Si rinnova il classico appuntamento con la nostra rubrica "L'uomo del giorno". Protagonista di oggi è Carlo Parola, celebre per l'immagine sull'album Panini

La prima passione di Carlo Parola fu la bicicletta; suo padre, scomparso prematuramente per una crisi cardiaca, ne costruì una con la quale il piccolo si divertiva nel Motovelodromo. In una corsa Torino-Bardonecchia e ritorno, in due tappe, fece cose strepitose, classificandosi primo nella tappa con arrivo a Bardonecchia, terzo in quella con arrivo a Torino, e secondo in classifica generale. Quando si trasferì a Cuneo dovette abbandonare la passione per le corse. Lì, il Motovelodromo non c’era. E qui spuntò il calcio. A dieci anni fondò la piccola squadra del Brianza, insieme ad alcuni amici. La prima vera squadra in cui giocò Carlo Parola fu il Vanchiglia, nel 1935; Parola aveva notevoli qualità e non poteva non essere notato anche dai numerosi osservatori dei grandi club, fra i quali la Juventus. Carletto si trasferì alla squadra del Dopolavoro Fiat e di qui alla Juventus, dopo che l’allenatore bianconero Umberto Caligaris aveva portato ai dirigenti referenze molto positive sul conto del giovane centromediano. Per varie esigenze gli arretrò la posizione, facendolo diventare uno dei più grandi stopper del calcio moderno. Il 3 dicembre 1939 esordì contro il Novara. Il triste giorno della morte di Caligaris, Parola provò un dolore incredibile; non aveva perso solo l’allenatore, ma un secondo padre. Esordì anche in Nazionale grazie a Pozzo. L’ultima sua avventura fu con la maglia della Lazio, una sola stagione dopo le 16 con la Juve. In Italia gli fu affibbiato il soprannome di Nuccio Gauloises riferito alla marca di sigarette che solitamente fumava. Morì in povertà e dopo una malattia il 22 marzo del 2000, a 78 anni.

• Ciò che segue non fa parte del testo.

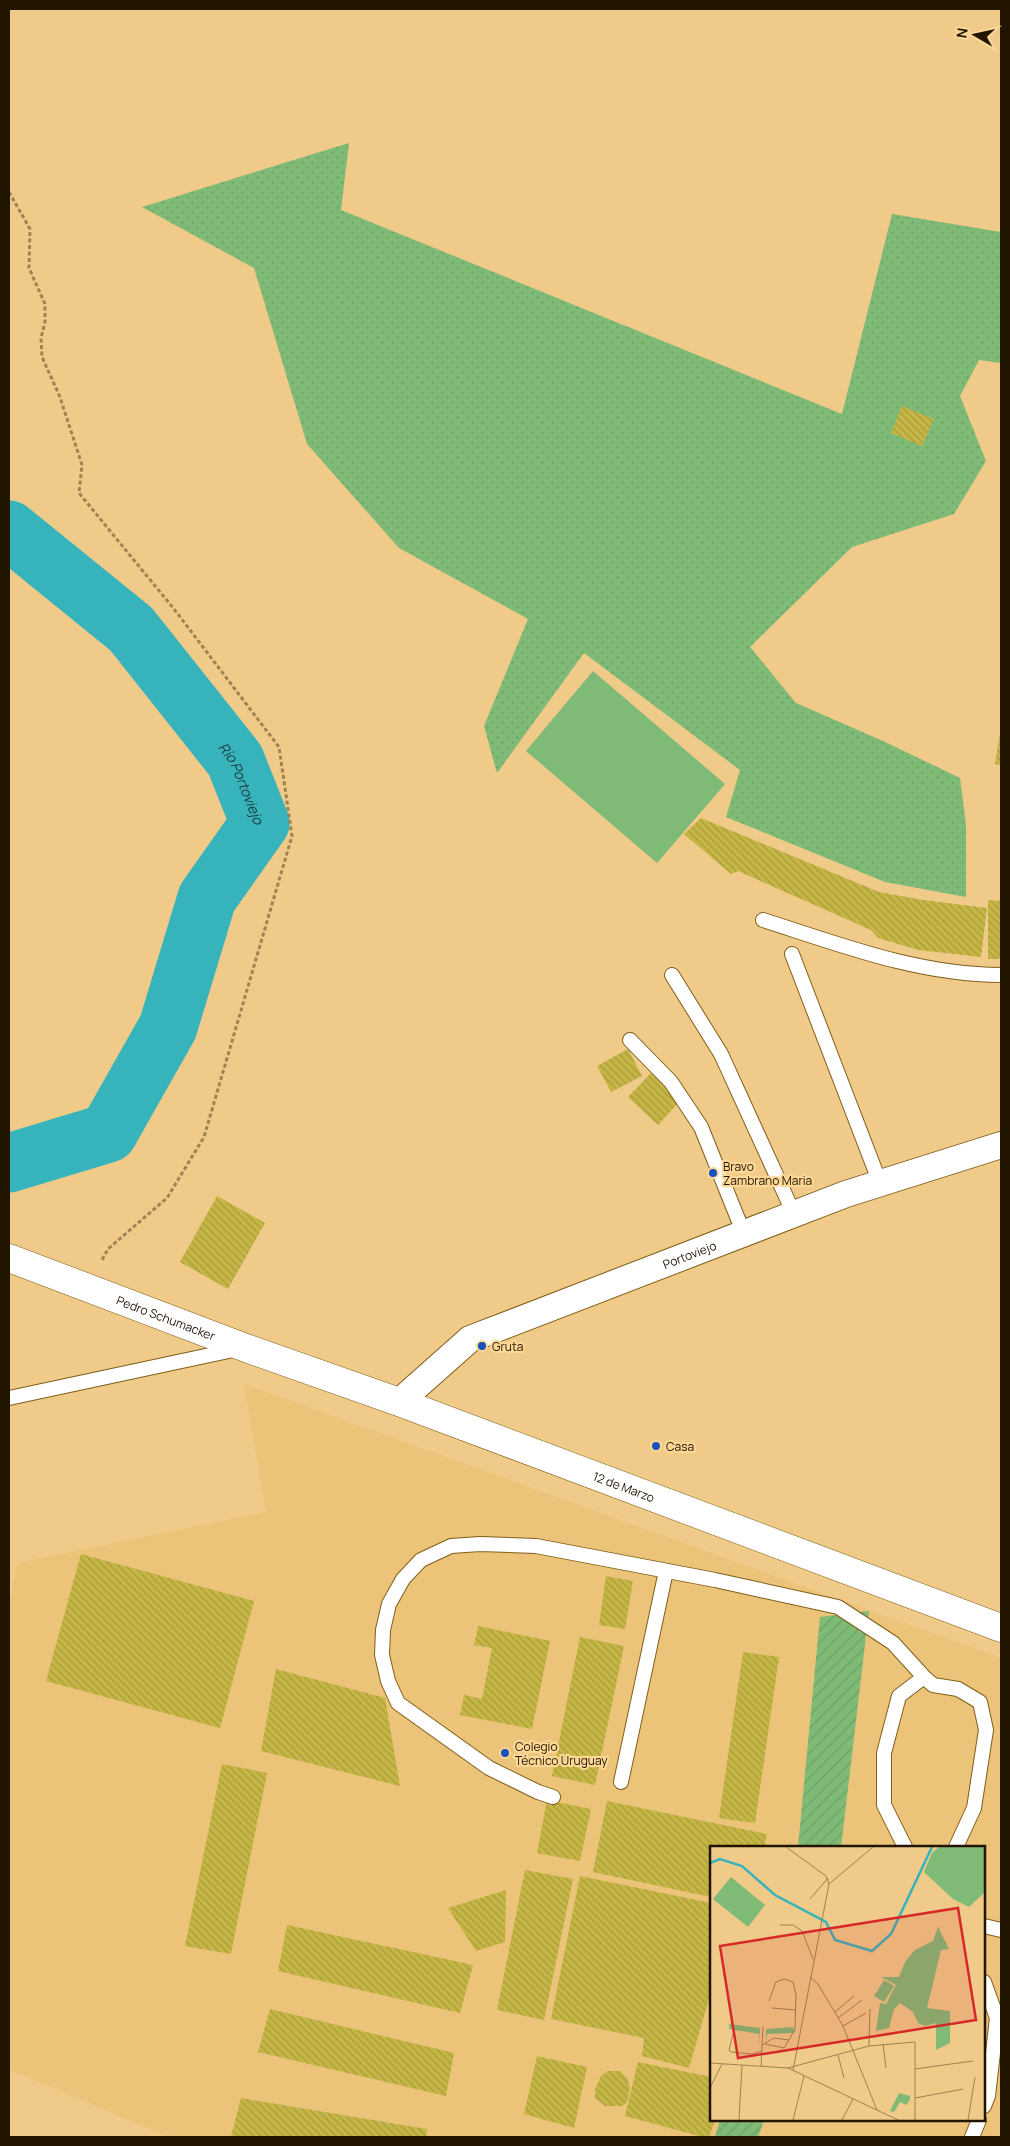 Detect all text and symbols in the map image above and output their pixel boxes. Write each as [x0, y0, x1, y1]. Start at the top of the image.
north arrow [950, 10, 1000, 60]
text: N [951, 26, 972, 39]
water label: Río Portoviejo [215, 738, 269, 827]
place label: Bravo Zambrano Maria [723, 1158, 812, 1189]
marker: Bravo Zambrano Maria [707, 1167, 719, 1179]
street label: Portoviejo [660, 1236, 719, 1272]
street label: Pedro Schumacker [114, 1291, 218, 1344]
place label: Gruta [492, 1338, 523, 1355]
marker: Gruta [476, 1340, 488, 1352]
place label: Casa [666, 1438, 694, 1455]
marker: Casa [650, 1440, 662, 1452]
street label: 12 de Marzo [591, 1467, 657, 1506]
place label: Colegio Técnico Uruguay [515, 1738, 608, 1769]
marker: Colegio Técnico Uruguay [499, 1747, 511, 1759]
inset map [710, 1846, 985, 2121]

La sua notorietà è dovuta soprattutto a un caratteristico gesto tecnico, la rovesciata, che il giocatore fu il primo a utilizzare con frequenza nel calcio italiano. Nel corso della partita contro la Fiorentina nel 1950 un gesto che lo renderà celebre. Parola anticipa Egisto Pandolfini spazzando via il pallone dalla sua area di rigore con una strepitosa prodezza. Il destino vuole che quella foto scattata da Corrado Banchi finisca nelle mani di Franco Panini, fratello di Giuseppe, fondatore dell’omonima azienda con sede a Modena. Franco era solito comprare i diritti delle immagini scattate dai fotografi presenti negli stadi, che ritraevano i volti e le gesta degli atleti, ma, almeno inizialmente, quella di Parola, rimase nel cassetto, abbandonata insieme a molte altre rimaste inutilizzate. Un giorno però, riaprendo quel cassetto e riguardando le migliaia di foto presenti, Franco Panini rimane abbagliato da quell’immagine. Si rivolge al reparto grafico della casa editrice chiedendo venga riprodotta in un disegno rimaneggiato, con differenti colori. Dal 1965, la foto di quella rovesciata sarà riproposta in ogni edizione dell’album Panini.